Dans votre enthousiasme, votre foi, votre croyance tenace en la vision d’un Grand Israël, vous n’avez jamais regardé en arrière. Vous ignoriez les sceptiques. Vous méprisiez ceux qui étaient prêts à céder. Vous plaigniez les partisans du compromis. Tout en inondant le systeme politique d’exigences outrancières, vous réprimandiez les gens qui ne partageaient pas vos aspirations.
Même si le camp de la paix est meurtri et battu, et si le processus de paix est en ruines, vous ne pouvez pas célébrer votre victoire. Avec le conflit qui devait être résolu par les accords d’Oslo qui s’enflamme une fois de plus, nous giflant de haine et de sang ; avec des Palestiniens et des Israéliens qui meurent tous les jours dans un paroxysme de cruauté aveugle, leur mort ne faisant aucun bien à personne ; avec votre rêve de belles vues se transformant en un cauchemar fait de boucliers a l’épreuve des balles et de gilets pare-balles, il est difficile de tirer quelque joie que ce soit de la faiblesse de la gauche et du manque d’inspiration d’un gouvernement de droite. Vous avez lié les pieds et les poings de nos dirigeants, c’est là votre réussite majeure. Après tout, peut-être est-il vrai qu’on ne peut rien vous faire accepter contre votre gré.
Mais l’horloge de l’Histoire avance, et l’Etat d’Israël se débat dans un conflit insensé. Le temps est venu de procéder a un examen de conscience, comme vous n’en avez pas connu auparavant. Les sempiternels débats autour d’une résistance active ou passive à l’évacuation, ou de l’acceptation ou du rejet de la décision de la majorité, ne suffisent plus. Aujourd’hui, on vous demande davantage. Vous devez vous expliquer à vous-mêmes la direction que vous avez prise, embarquant en même temps l’Etat d’Israël. Depuis l’époque de Sebastia (premiere colonie « sauvage », ndt) c’est vous la locomotive qui tracte le train politique.
Le moment est venu de mettre de côté votre purisme, votre solipsisme, votre
absolue confiance en votre bon droit, et d’étudier les complexités avec davantage de largeur d’esprit. Le temps est venu de considérer sans complaisance les implications de vos actions.
Le Moyen-Orient tout entier doit remettre sa maison en ordre. Des régimes d’ombre ont besoin de lumière purificatrice, des mouvements fondamentalistes
doivent etre secoués un bon coup, les Palestiniens doivent rééaluer leurs
objectifs et leur glorification des shahids. Nous commençons à voir un peu de tout cela, mais nous n’avons pas le temps d’attendre que le processus prenne de l’ampleur.
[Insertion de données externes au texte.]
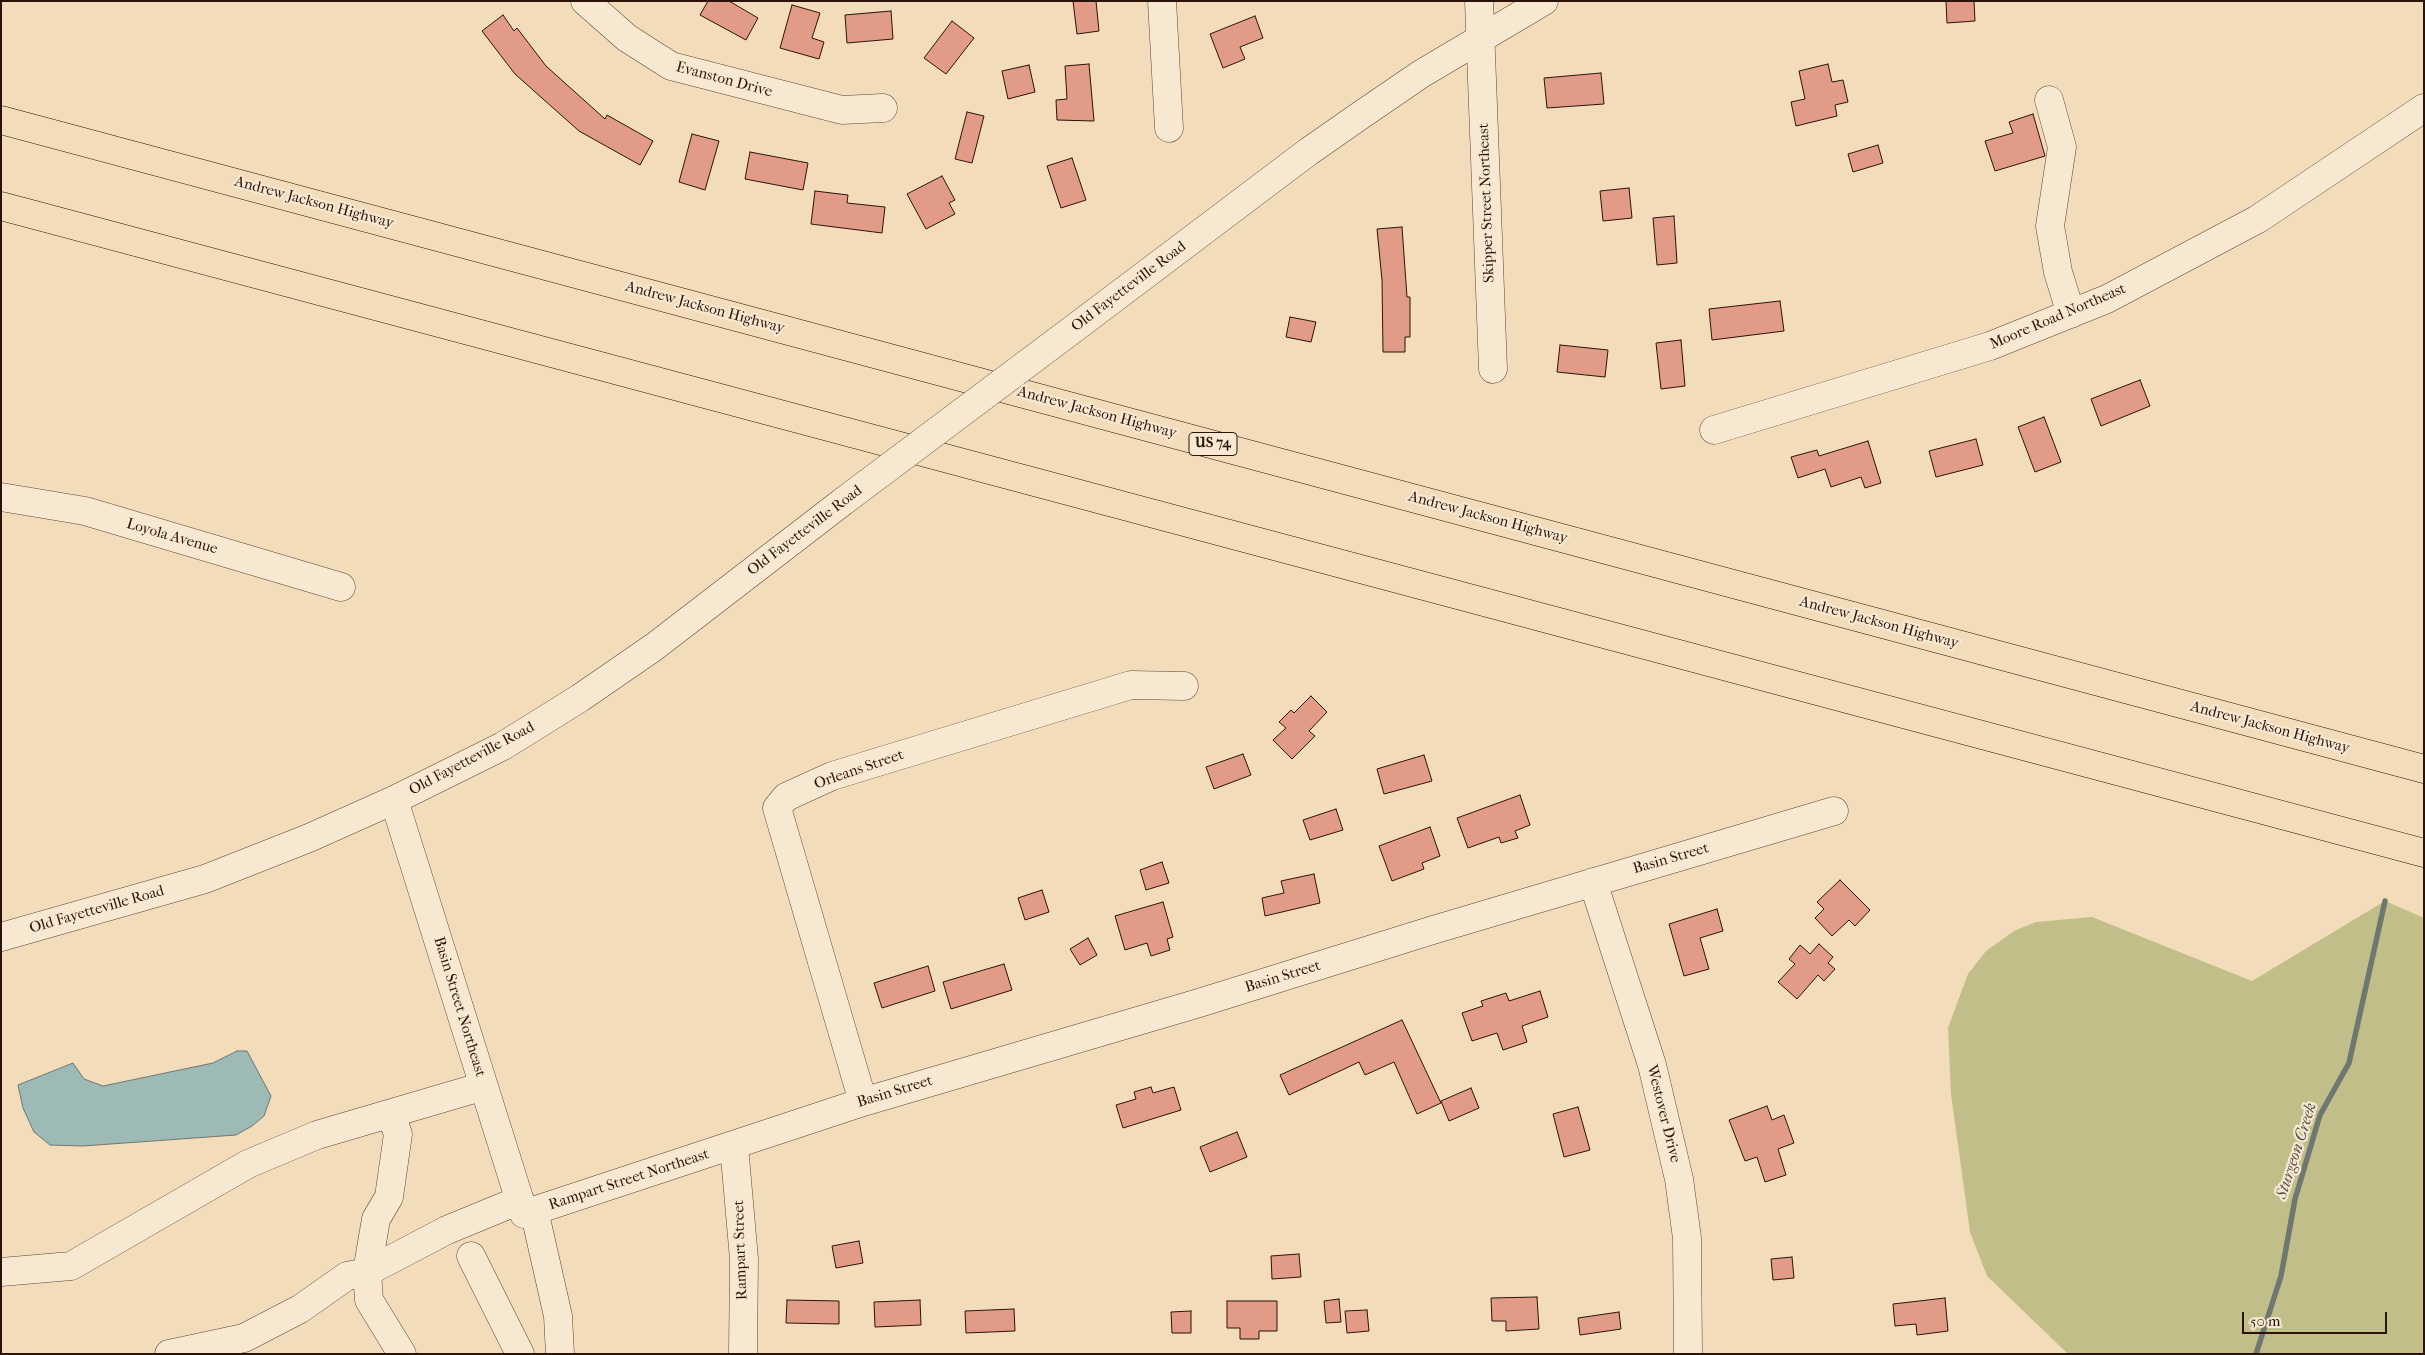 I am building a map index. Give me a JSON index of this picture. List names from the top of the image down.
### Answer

Même la gauche, votre ennemi juré, a dû s’embarquer dans une période
d’auto-examen, et de nombreux membres de La Paix Maintenant ont placé un
point d’interrogation devant le mot « maintenant ». Mais même si la réconciliation est encore bien loin, on ne peut enlever à la gauche la logique de son approche : affronter la réalité et se préparer au compromis, à partir d’une position de force intérieure.
L’amère vérité est que nous n’avons aucun leader assez fort pour vous tenir tête. Toute la droite israélienne s’inspire de vous, et vous êtes les premiers à faire échouer tout plan de compromis politique. Les deux premiers ministres qui ont essayé de contourner les obstacles que vous aviez placés sur leur chemin en ont payé le prix, l’un de sa vie, et l’autre de la perte de son mandat. Votre pouvoir paralyse les gouvernements ; ils ne peuvent plus agir, meme pour réduire les pertes et sauver des vies. La peur de provoquer votre colère a rempli tous les premiers ministres israéliens, au point de les rendre incapables d’évacuer ne serait-ce qu’une seule caravane, alors qu’ils sont à la tête de la plus grande flotte de bulldozers du Moyen-Orient.
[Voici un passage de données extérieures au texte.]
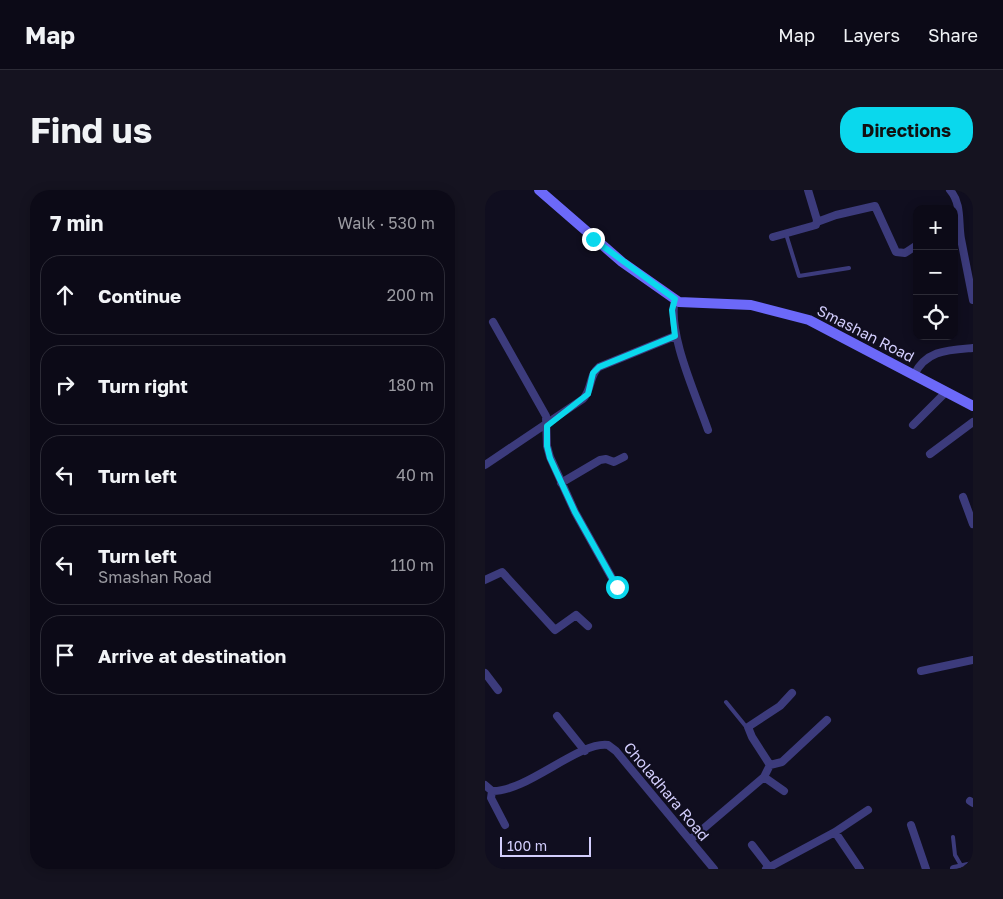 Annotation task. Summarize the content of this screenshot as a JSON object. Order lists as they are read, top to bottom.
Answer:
{
  "streets": {
    "street": ["Smashan Road", "Choladhara Road"]
  },
  "scale_bar": "100 m",
  "page": {
    "header": "Map",
    "nav": ["Map", "Layers", "Share"],
    "buttons": "Directions",
    "title": "Find us",
    "heading": ["7 min", "Walk · 530 m"],
    "map_buttons": ["+", "−"],
    "list": [
      ["Continue", "200 m"],
      ["Turn right", "180 m"],
      ["Turn left", "40 m"],
      ["Turn left", "Smashan Road", "110 m"],
      "Arrive at destination"
    ],
    "scale": "100 m"
  }
} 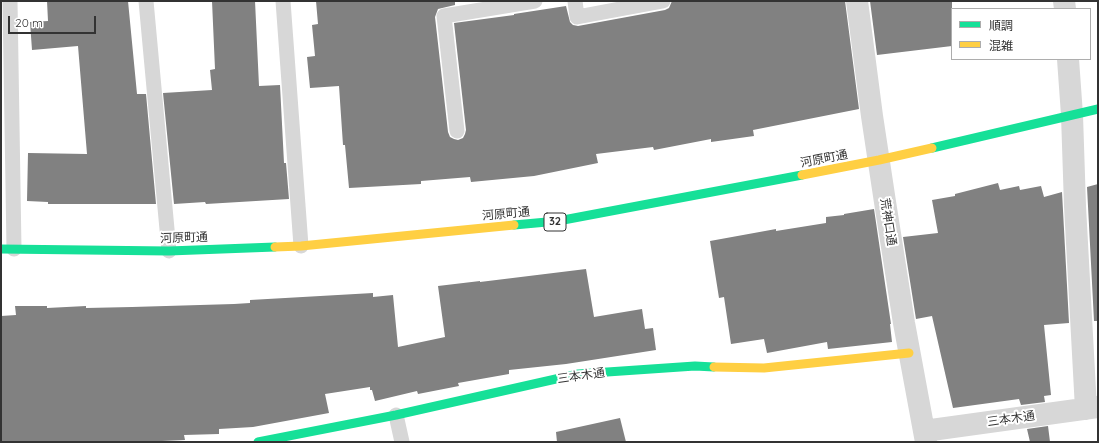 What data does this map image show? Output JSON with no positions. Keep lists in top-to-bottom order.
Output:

En conséquence, s’il doit y avoir un tournant, cela dépend de vous, qui êtes une communauté idéaliste, des gens instruits, les gardiens du sionisme, qui faites la différence entre l’éternité et l’instant, qui désapprouvez le cynisme politique, qui n’êtes pas matérialistes. En essayant d’être les Piliers de Feu, vous avez déclenché une terrible deflagration. Pourquoi ne pas être les Piliers du Nuage, qui conduirait le peuple vers la lumière du jour? Pourquoi ne pas être le plateau d’argent sur lequel l’Etat d’Israël sera offert aux générations suivantes?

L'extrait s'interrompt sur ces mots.